Please, get familiar with the WITNESSES of antiquity. Writings attributed to Jerome and Papias show that James the Apostle was NOT the brother of Jesus.
James the Apostle could NOT be the brother of Jesus when it is claimed his father was Alphaeus and his mother was the sister of Mary.
Jacob was an exceedingly common Jewish male name. There is no reason to posit Ya'qob bar-Yosef (brother of Yeshua bar-Yosef) as the same person as either Ya'qob bar-Zevadiyah (brother of Yohanneh bar-Zevadiyah) or Ya'qob bar-Hilfai. The three are readily distinguished in the gospels. Ya'qob bar-Zevadiyah has Yohanneh as his brother in Matthew 4:21, 10:2, 17:1, and as a group they are nicknamed Bne-Rgashy "sons of tumult" (Mark 3:17). Meanwhile this group listed in Matthew 10:2 is distinguished from Ya'qob bar-Hilfai in the next verse (10:3). The mention of Levi bar-Hilfai in Mark 2:2 suggests the possibility that Levi and Ya'qob were brothers though they we nowhere designated as such (as there could have been more than one Hilfai, as there were multiple people named Yosef and Ya'qob). Then Yeshua, Yosef, and Ya'qob were listed as brothers and the sons of Maryam and Yosef in Matthew 13:55, and in 27:56 Maryam the mother of Yosef and Ya'qob is distinguished from the mother of sons of Zevadiyah --- again implying a distinction between two different James. There is also a distinction between multiple James in Acts. In Acts 1:13, the apostle Ya'qob (listed adjacent to Yohanneh, customary for the sons of Zevadiyah) is explicitly distinguished from Ya'qob bar-Hilfai. Then in Acts 12:2, Ya'qob bar-Zevadiyah, brother of Yohanneh, is put to death, requiring the Ya'qob mentioned in chapters 15 and 21 to be some other Ya'qob (i.e. Ya'qob bar-Yosef).

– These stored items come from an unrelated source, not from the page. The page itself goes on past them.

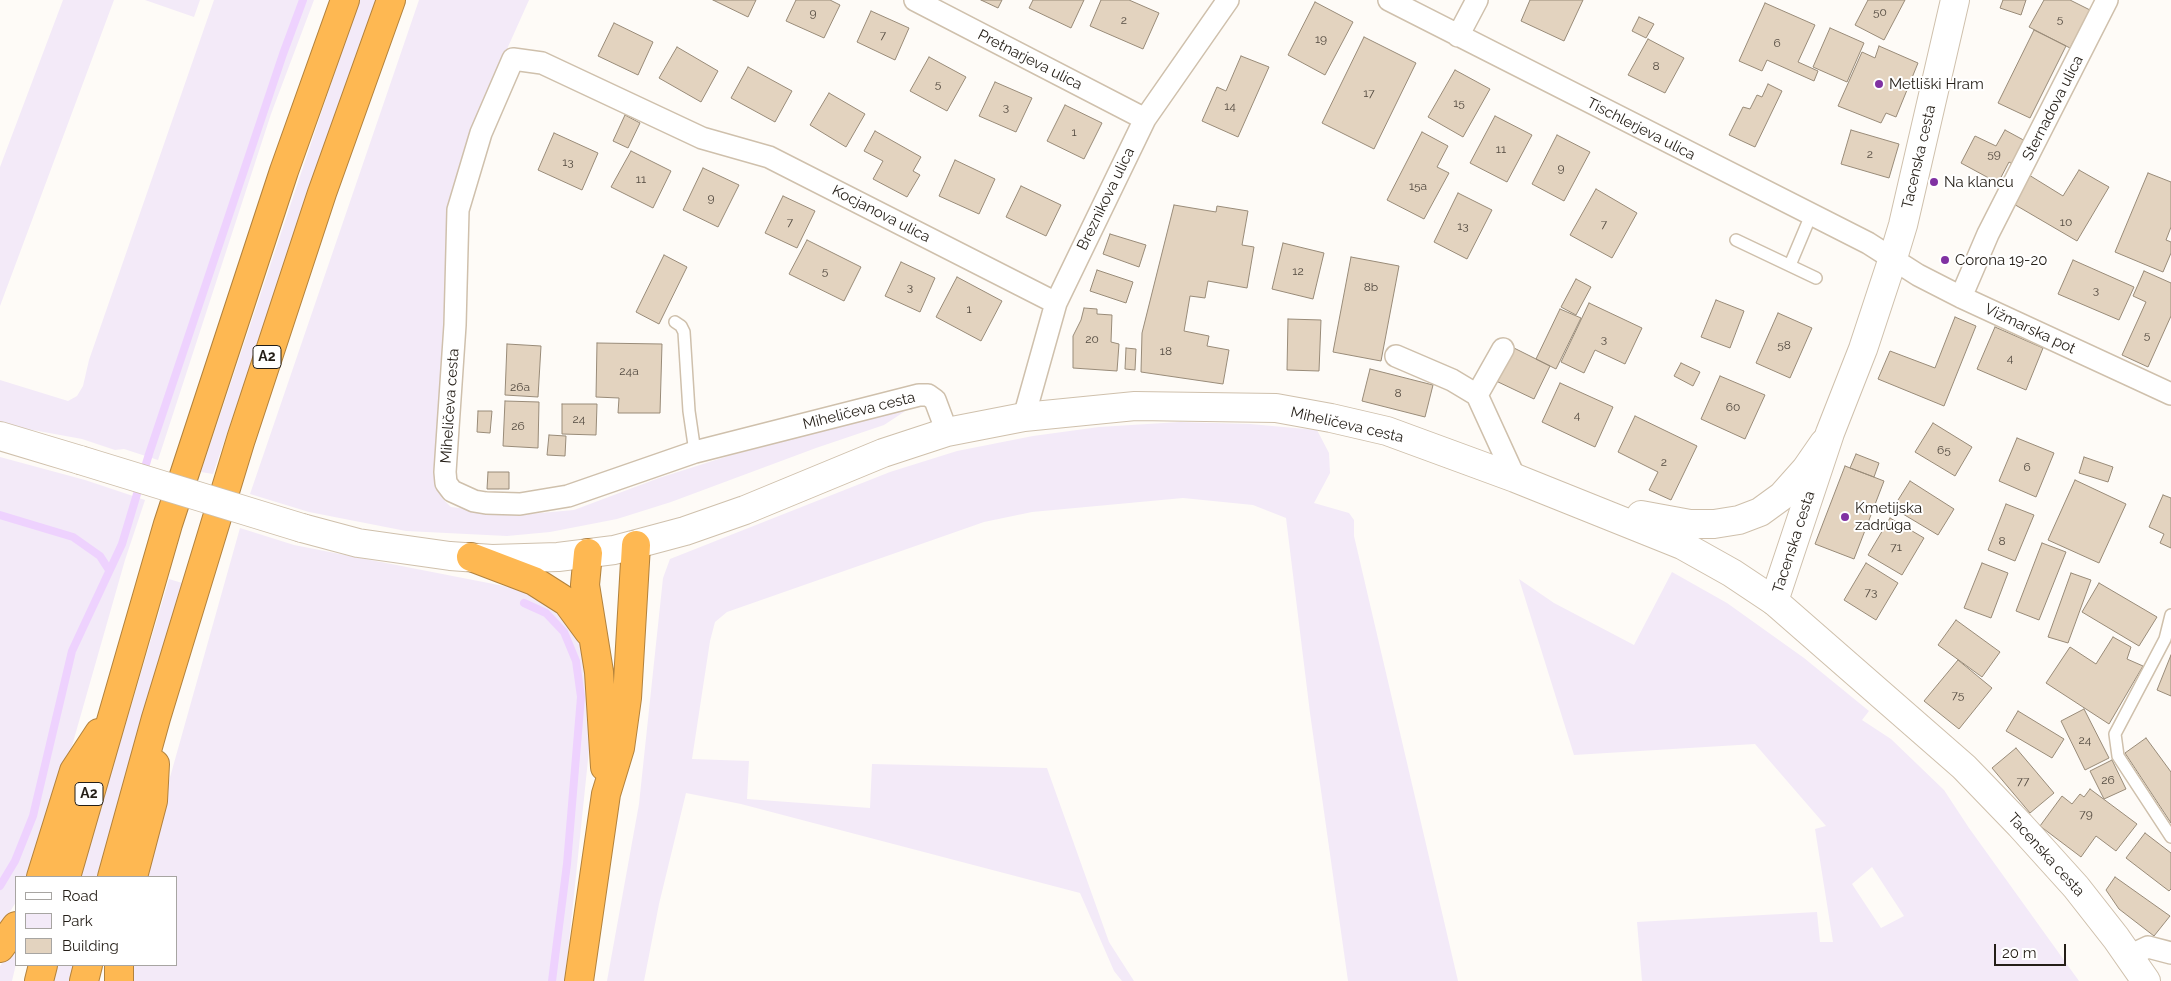 <!DOCTYPE html>
<meta charset="utf-8">
<style>
body{margin:0}
#map{position:relative;width:2171px;height:981px;overflow:hidden;background:#fefbf7;font-family:Raleway,sans-serif}
canvas{display:block}
.legend{position:absolute;left:15px;top:876px;width:162px;height:90px;box-sizing:border-box;background:#fff;border:1px solid #a7a5a2;margin:0;padding:6px 9px;list-style:none;font-size:15px;color:#241e17}
.legend li{display:flex;align-items:center;gap:10px;height:25px}
.legend b{width:25px;border:1px solid #a7a5a2}
.scale{position:absolute;left:1994px;top:944px;width:72px;height:22px;box-sizing:border-box;border:2px solid #241e17;border-top:0;padding-left:6px;font-size:15px;line-height:18px;white-space:nowrap;color:#241e17;-webkit-text-stroke:4px #fff;paint-order:stroke}
</style>
<div id="map">
<canvas width="2171" height="981"></canvas>
<ul class="legend">
<li><b style="height:6px;background:#fff"></b>Road</li>
<li><b style="height:14px;background:#f3eaf8"></b>Park</li>
<li><b style="height:14px;background:#e3d3bf"></b>Building</li>
</ul>
<div class="scale">20 m</div>
</div>
<script>
const context = document.querySelector('canvas').getContext('2d');
context.lineJoin = 'round';
function fill(path, color) {
  context.fillStyle = color;
  context.fill(path, 'evenodd');
}
function toPath(rows) {
  const path = new Path2D();
  for (const r of rows) {
    path.moveTo(r[0], r[1]);
    for (let i = 2; i < r.length; i += 2) path.lineTo(r[i], r[i + 1]);
  }
  return path;
}
function stroke(path, color, width, dash) {
  context.strokeStyle = color;
  context.lineWidth = width;
  context.lineCap = dash ? 'butt' : 'round';
  context.setLineDash(dash || []);
  context.stroke(path);
}
function label(font, color, halo, rows, align = 'center') {
  context.font = font + ' Raleway,sans-serif';
  context.lineWidth = 4;
  context.setLineDash([]);
  context.textBaseline = 'middle';
  context.strokeStyle = halo;
  context.fillStyle = color;
  for (const [text, x, y, turn = 0] of rows) {
    context.save();
    context.translate(x, y);
    context.rotate((+turn || 0) * Math.PI / 180);
    context.textAlign = isNaN(turn) ? turn : align;
    if (halo) context.strokeText(text, 0, 0);
    context.fillText(text, 0, 0);
    context.restore();
  }
}
fill(toPath([
 [63,0,114,0,0,306,0,167],
 [145,0,200,0,194,17],
 [214,0,314,0,271,114,158,460,124,449,115,450,82,439,0,424,0,380,68,401,77,396,83,386,89,360],
 [359,0,376,0,213,474,201,472],
 [419,0,529,0,486,96,450,215,437,486,442,498,451,507,518,515,574,510,659,478,728,456,910,408,884,425,816,448,671,502,617,519,550,532,507,536,406,531,309,512,250,494],
 [1180,422,1250,424,1317,430,1329,453,1330,473,1314,503,1349,513,1354,520,1354,536,1458,981,1348,981,1310,713,1286,518,1253,505,1183,498,1032,512,984,522,727,612,715,622,710,641,692,759,749,761,747,799,870,808,872,764,1047,768,1109,942,1134,981,1122,981,1114,971,1080,893,741,804,686,793,659,904,644,981,607,981,639,804,663,578,670,559,890,472,957,451,1033,436,1099,427],
 [0,457,85,480,145,500,125,560,50,823,29,877,16,877,16,902,0,928],
 [240,528,294,545,514,588,534,594,550,605,571,624,582,646,589,682,591,731,565,981,130,981,129,965,176,965,176,877,142,877],
 [1672,572,1727,603,1804,658,1869,711,1862,720,1891,739,1944,790,1969,828,2079,981,1642,981,1637,922,1817,912,1820,942,1833,942,1815,829,1826,826,1755,744,1574,755,1519,579,1554,603,1634,645],
 [1872,867,1904,916,1881,928,1852,884],
 [169,579,182,583,99,877,80,877],
 [16,945,16,964,12,981,0,981,0,966],
 [58,965,75,965,70,981,53,981]
]), '#f3eaf8');
stroke(toPath([
 [0,515,73,537,100,556,109,570],
 [524,603,546,613,564,632,576,661,581,697,567,864,552,981],
 [0,886,15,861,33,816,72,651,122,544,149,454,283,54,303,0]
]), '#eed2fe', 8);
const building = toPath([
 [713,0,756,0,748,17,713,0],
 [796,0,830,0,840,5,824,38,786,21,796,0],
 [981,0,1002,0,998,8,981,0],
 [1033,0,1084,0,1071,28,1029,8,1033,0],
 [1101,0,1129,0,1159,13,1143,49,1090,26,1101,0],
 [1530,0,1583,0,1564,41,1521,21,1530,0],
 [1868,0,1905,0,1884,40,1855,25,1868,0],
 [2003,0,2026,0,2021,15,2000,8,2003,0],
 [2044,0,2070,0,2090,10,2070,48,2029,27,2044,0],
 [1315,2,1353,22,1325,75,1288,55,1315,2],
 [1765,3,1815,25,1798,62,1818,71,1814,81,1767,60,1762,71,1739,61,1765,3],
 [871,11,909,28,895,60,857,42,871,11],
 [1639,17,1654,24,1646,38,1632,31,1639,17],
 [614,23,653,42,638,75,598,56,614,23],
 [1830,28,1864,43,1847,82,1813,67,1830,28],
 [2034,30,2066,46,2030,118,1998,103,2034,30],
 [1364,37,1416,63,1374,149,1322,123,1364,37],
 [1648,39,1684,58,1665,93,1628,75,1648,39],
 [1879,46,1918,63,1896,117,1886,113,1881,123,1838,106,1862,52,1875,58,1879,46],
 [677,47,718,71,701,102,659,78,677,47],
 [1241,56,1269,67,1238,137,1202,121,1217,87,1226,91,1241,56],
 [929,57,966,77,947,111,910,91,929,57],
 [748,67,792,91,775,122,731,98,748,67],
 [1455,70,1490,89,1463,137,1428,117,1455,70],
 [995,82,1032,98,1016,132,979,116,995,82],
 [1768,84,1782,91,1755,147,1729,135,1743,107,1750,109,1757,95,1762,97,1768,84],
 [829,93,865,114,846,147,810,125,829,93],
 [1065,105,1102,123,1084,159,1047,141,1065,105],
 [625,115,640,123,628,148,613,141,625,115],
 [1495,116,1532,135,1507,182,1470,163,1495,116],
 [1851,130,1899,144,1889,178,1841,164,1851,130],
 [2005,130,2029,143,2016,166,2009,162,1998,183,1961,163,1975,136,1996,146,2005,130],
 [875,131,921,157,913,171,920,175,907,197,873,179,883,161,864,151,875,131],
 [1422,132,1448,146,1437,167,1449,173,1424,219,1387,200,1422,132],
 [554,133,598,153,582,190,538,170,554,133],
 [1557,135,1590,152,1564,201,1532,184,1557,135],
 [631,151,671,171,653,208,611,187,631,151],
 [955,160,995,179,979,214,939,196,955,160],
 [703,168,739,185,718,227,683,210,703,168],
 [2079,170,2109,187,2077,241,2012,203,2029,175,2063,196,2079,170],
 [2148,173,2171,182,2171,227,2166,240,2171,242,2171,253,2163,272,2115,252,2148,173],
 [1021,186,1061,205,1046,236,1006,217,1021,186],
 [1596,189,1637,213,1612,258,1570,235,1596,189],
 [1458,193,1492,210,1467,259,1434,242,1458,193],
 [783,196,815,211,797,248,765,233,783,196],
 [1174,205,1216,212,1217,206,1248,211,1242,245,1254,247,1247,288,1208,281,1205,298,1190,296,1184,331,1209,336,1207,346,1229,350,1223,384,1141,372,1142,333,1174,205],
 [1110,234,1146,245,1139,267,1103,254,1110,234],
 [807,240,861,267,844,301,789,274,807,240],
 [1283,243,1324,253,1313,299,1272,289,1283,243],
 [664,255,687,267,659,324,636,312,664,255],
 [1351,257,1399,266,1381,361,1333,352,1351,257],
 [2073,260,2134,287,2119,320,2058,294,2073,260],
 [901,262,935,278,920,312,885,296,901,262],
 [1097,270,1133,282,1126,303,1090,291,1097,270],
 [2144,271,2171,283,2171,316,2148,367,2122,355,2146,302,2133,296,2144,271],
 [957,277,1002,301,981,341,936,317,957,277],
 [1576,279,1591,287,1576,315,1561,307,1576,279],
 [1716,300,1744,311,1730,348,1701,337,1716,300],
 [1589,303,1642,328,1625,364,1595,350,1584,373,1561,362,1589,303],
 [1084,308,1097,309,1097,314,1112,315,1111,342,1119,344,1117,371,1073,368,1073,336,1081,320,1084,308],
 [1560,309,1581,318,1556,369,1536,359,1560,309],
 [1778,313,1812,328,1790,378,1756,363,1778,313],
 [1955,317,1976,326,1944,406,1878,379,1890,351,1935,368,1955,317],
 [1288,319,1321,320,1319,371,1287,370,1288,319],
 [1995,327,2043,348,2026,390,1977,369,1995,327],
 [597,343,662,344,660,413,618,413,619,398,596,397,597,343],
 [507,344,541,346,538,397,505,395,507,344],
 [1510,346,1550,366,1534,399,1494,380,1510,346],
 [1126,348,1136,349,1135,370,1125,369,1126,348],
 [1681,363,1700,372,1693,386,1674,376,1681,363],
 [1370,369,1433,385,1425,417,1362,401,1370,369],
 [1720,376,1765,395,1745,439,1701,419,1720,376],
 [1560,383,1613,407,1595,447,1542,422,1560,383],
 [505,401,539,402,538,448,503,446,505,401],
 [562,404,597,404,596,435,562,434,562,404],
 [478,411,492,411,490,433,477,432,478,411],
 [1635,416,1697,446,1671,500,1649,490,1658,472,1618,452,1635,416],
 [1933,423,1972,447,1955,476,1915,452,1933,423],
 [549,435,566,436,565,456,547,455,549,435],
 [2017,438,2054,453,2036,497,1999,481,2017,438],
 [1856,454,1879,463,1874,477,1850,468,1856,454],
 [2084,457,2113,467,2108,482,2079,473,2084,457],
 [1845,466,1884,481,1854,559,1815,544,1845,466],
 [488,472,509,472,509,489,487,489,488,472],
 [2075,480,2126,504,2099,563,2048,540,2075,480],
 [1910,481,1954,509,1938,535,1893,508,1910,481],
 [2163,495,2171,498,2171,548,2160,543,2164,534,2149,527,2163,495],
 [2006,504,2034,515,2015,561,1988,550,2006,504],
 [1890,518,1924,538,1902,575,1868,555,1890,518],
 [2042,543,2066,552,2039,620,2016,611,2042,543],
 [1866,563,1898,583,1876,620,1844,600,1866,563],
 [1982,563,2008,573,1991,618,1964,608,1982,563],
 [2071,573,2091,580,2068,643,2048,637,2071,573],
 [2099,583,2157,617,2139,646,2082,612,2099,583],
 [1956,620,2000,652,1982,677,1938,645,1956,620],
 [2113,637,2131,647,2127,659,2143,666,2109,724,2046,683,2070,647,2096,664,2113,637],
 [2171,655,2171,696,2157,690,2171,655],
 [1958,660,1992,688,1959,729,1924,701,1958,660],
 [2084,709,2109,758,2085,770,2061,721,2084,709],
 [2018,711,2064,739,2052,758,2006,731,2018,711],
 [2146,738,2171,772,2171,823,2125,753,2146,738],
 [2016,748,2054,793,2030,813,1992,768,2016,748],
 [2112,760,2126,789,2104,799,2090,771,2112,760],
 [2090,789,2137,824,2116,851,2096,836,2081,857,2040,826,2062,796,2072,804,2080,794,2084,797,2090,789],
 [2145,833,2171,853,2171,889,2169,891,2126,858,2145,833],
 [2115,877,2170,916,2154,936,2119,909,2106,890,2115,877]
]);
fill(building, '#e3d3bf');
stroke(building, '#998b78', 1);
const service = toPath([
 [1736,240,1816,278],
 [1790,265,1811,215],
 [675,322,681,326,684,332,689,411,695,452],
 [2171,615,2165,639,2115,734,2118,756,2171,837]
]);
const minor = toPath([
 [915,0,1145,119],
 [1389,0,1868,243,1918,275,1961,297,2171,394],
 [1458,36,1477,0],
 [1961,297,1988,234,2107,0],
 [1396,356,1452,380,1477,395,1515,478],
 [1477,395,1503,349],
 [1024,417,1056,303,1145,119,1228,0],
 [947,432,935,400,928,395,919,395,695,452,568,496,520,504,486,503,474,501,452,491,446,483,445,472,455,325,458,210,481,133,513,59,542,63,702,138,769,157,1056,303],
 [2129,956,2148,947,2171,953]
]);
const tertiary = toPath([
 [0,436,80,460],
 [1641,515,1690,524,1714,524,1739,520,1760,512,1782,496,1806,469,1824,443],
 [302,528,358,543,450,556,492,559,558,557,614,550,685,531,745,510,883,453,947,432,1024,417,1135,406,1276,408,1331,418,1387,431,1515,478,1682,545,1732,573,1774,601]
]);
const secondary = toPath([
 [1955,0,1903,225,1893,258,1863,349,1830,433,1774,601,1964,767,2020,825,2076,887,2116,938,2146,981]
]);
const motorway = toPath([
 [588,553,585,585,599,672,605,767],
 [471,557,534,581,567,602,589,632],
 [41,877,74,771,99,733],
 [66,877,168,524,284,171,345,0],
 [112,877,156,718,241,439,322,193,391,0],
 [133,877,153,801,155,764],
 [0,948,16,926],
 [119,965,119,981],
 [39,981,43,965],
 [84,981,88,965],
 [579,981,606,794,620,748,627,698,636,545]
]);
stroke(service, '#cfc0ac', 14);
stroke(minor, '#cfc0ac', 24);
stroke(tertiary, '#cfc0ac', 30);
stroke(secondary, '#cfc0ac', 30);
stroke(motorway, '#b2823d', 30);
stroke(service, '#fff', 11);
stroke(minor, '#fff', 21);
stroke(tertiary, '#fff', 28);
stroke(secondary, '#fff', 28);
stroke(motorway, '#feb852', 28);
const tertiaryBridge = toPath([
 [80,460,302,528]
]);
stroke(tertiaryBridge, '#cfc0ac', 30, []);
stroke(tertiaryBridge, '#fff', 28);
for (const [x, y, r, color] of [
 [1879,84,5,"#8031a2"],
 [1934,182,5,"#8031a2"],
 [1945,260,5,"#8031a2"],
 [1845,517,5,"#8031a2"]
]) {
  const dot = new Path2D();
  dot.arc(x, y, r, 0, 2 * Math.PI);
  context.fillStyle = color;
  context.fill(dot);
  stroke(dot, '#fff', 2);
}
label('12px', '#544b41', null, [
 ["50",1880,12],
 ["9",813,13],
 ["5",2060,19],
 ["2",1124,20],
 ["7",883,35],
 ["19",1321,39],
 ["6",1777,43],
 ["8",1656,66],
 ["5",938,84],
 ["17",1369,93],
 ["15",1459,103],
 ["14",1230,106],
 ["3",1006,107],
 ["1",1074,132],
 ["11",1501,149],
 ["2",1870,154],
 ["59",1994,154],
 ["13",568,162],
 ["9",1561,168],
 ["11",641,179],
 ["15a",1418,186],
 ["9",711,198],
 ["7",790,222],
 ["10",2066,222],
 ["7",1604,224],
 ["13",1463,226],
 ["5",825,271],
 ["12",1298,271],
 ["3",910,287],
 ["8b",1371,287],
 ["3",2096,290],
 ["1",969,309],
 ["5",2147,335],
 ["20",1092,339],
 ["3",1604,339],
 ["58",1784,345],
 ["18",1166,351],
 ["4",2010,358],
 ["24a",629,371],
 ["26a",520,387],
 ["8",1398,393],
 ["60",1733,407],
 ["4",1577,415],
 ["24",579,419],
 ["26",518,426],
 ["65",1944,450],
 ["2",1664,462],
 ["6",2027,467],
 ["8",2002,541],
 ["71",1896,547],
 ["73",1871,592],
 ["75",1958,695],
 ["24",2085,740],
 ["26",2108,780],
 ["77",2023,781],
 ["79",2086,814]
]);
for (const [x, y, w] of [
 [267,357,28],
 [89,794,28]
]) {
  const box = new Path2D();
  box.roundRect(x - w / 2, y - 11.5, w, 23, 4);
  context.fillStyle = '#fff';
  context.fill(box);
  stroke(box, '#241e17', 1);
}
label('bold 14px', '#241e17', null, [
 ["A2",267,357],
 ["A2",89,794]
]);
label('15px', '#241e17', '#fff', [
 ["Pretnarjeva ulica",1030,60,27],
 ["Sternadova ulica",2053,108,-63],
 ["Tischlerjeva ulica",1641,129,27],
 ["Tacenska cesta",1919,157,-77],
 ["Breznikova ulica",1106,199,-64],
 ["Kocjanova ulica",881,214,27],
 ["Vižmarska pot",2030,329,25],
 ["Miheličeva cesta",450,406,-86],
 ["Miheličeva cesta",859,411,-14],
 ["Miheličeva cesta",1347,425,13],
 ["Tacenska cesta",1794,542,-72],
 ["Tacenska cesta",2046,855,48]
]);
label('15px', '#241e17', '#fff', [
 ["Metliški Hram",1889,84],
 ["Na klancu",1944,182],
 ["Corona 19-20",1955,260],
 ["Kmetijska",1855,508],
 ["zadruga",1855,525]
], 'left');
</script>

Paul is more ambiguous, but the mention of the appearance of Christ to Ya'qob as separate from the previous appearance to the Twelve (1 Cor. 15:5-7) implies that this Ya'qob was probably not part of the Twelve (which included the sons of Zevadiyah), but part of the wider group of apostles ("James, and then the rest of the apostles"); so this supports the distinction of multiple James. And then in Galatians 1:18-20, the James mentioned there is dubbed "James, the brother of the Lord", which is a specification that typically is aimed as clarification (such as "James, brother of John" in Acts 12:2 for the son of Zevadiyah and "Jude, brother of James" in Jude 1:1 for the son of Yosef). This is distinct from Paul's fraternal use of "dear brother" (always "my" or "our" brother, never the brother of someone else), and the latter sense doesn't work well in the context, with James designated in this manner and not Cephas (while both are mentioned on the same level in Gal. 2:9 as the esteemed pillars; note also 1 Cor. 9:5). Also it is noteworthy that James is specified in chapter 1 but not chapter 2. In chapter 1, Paul describes his visit to Jerusalem three years after his conversion in the 30s C.E., a time when Ya'qob bar-Zevadiyah was still alive, and so specifying James as the one who was the brother of Jesus would have distinguished him from the son of Zevadiyah. Paul's visit to Jerusalem in chapter 2 some fourteen years later would have been after Ya'qob bar-Zevadiyah's death (in 44 C.E., if the scenario in Acts is to be accepted), Paul just refers to "James" multiple times without specification, and grouped presumably with Yohanneh bar-Zevadiyah as one of the Jerusalem pillars, as without the other James, James the Just would have been the most prominent James in Jerusalem. Similarly one can find that in Acts, once Ya'qob bar-Zevadiyah dies, the specifications are dropped and thenceforth we just find references to "James" (12:17, 15:13, 21:18).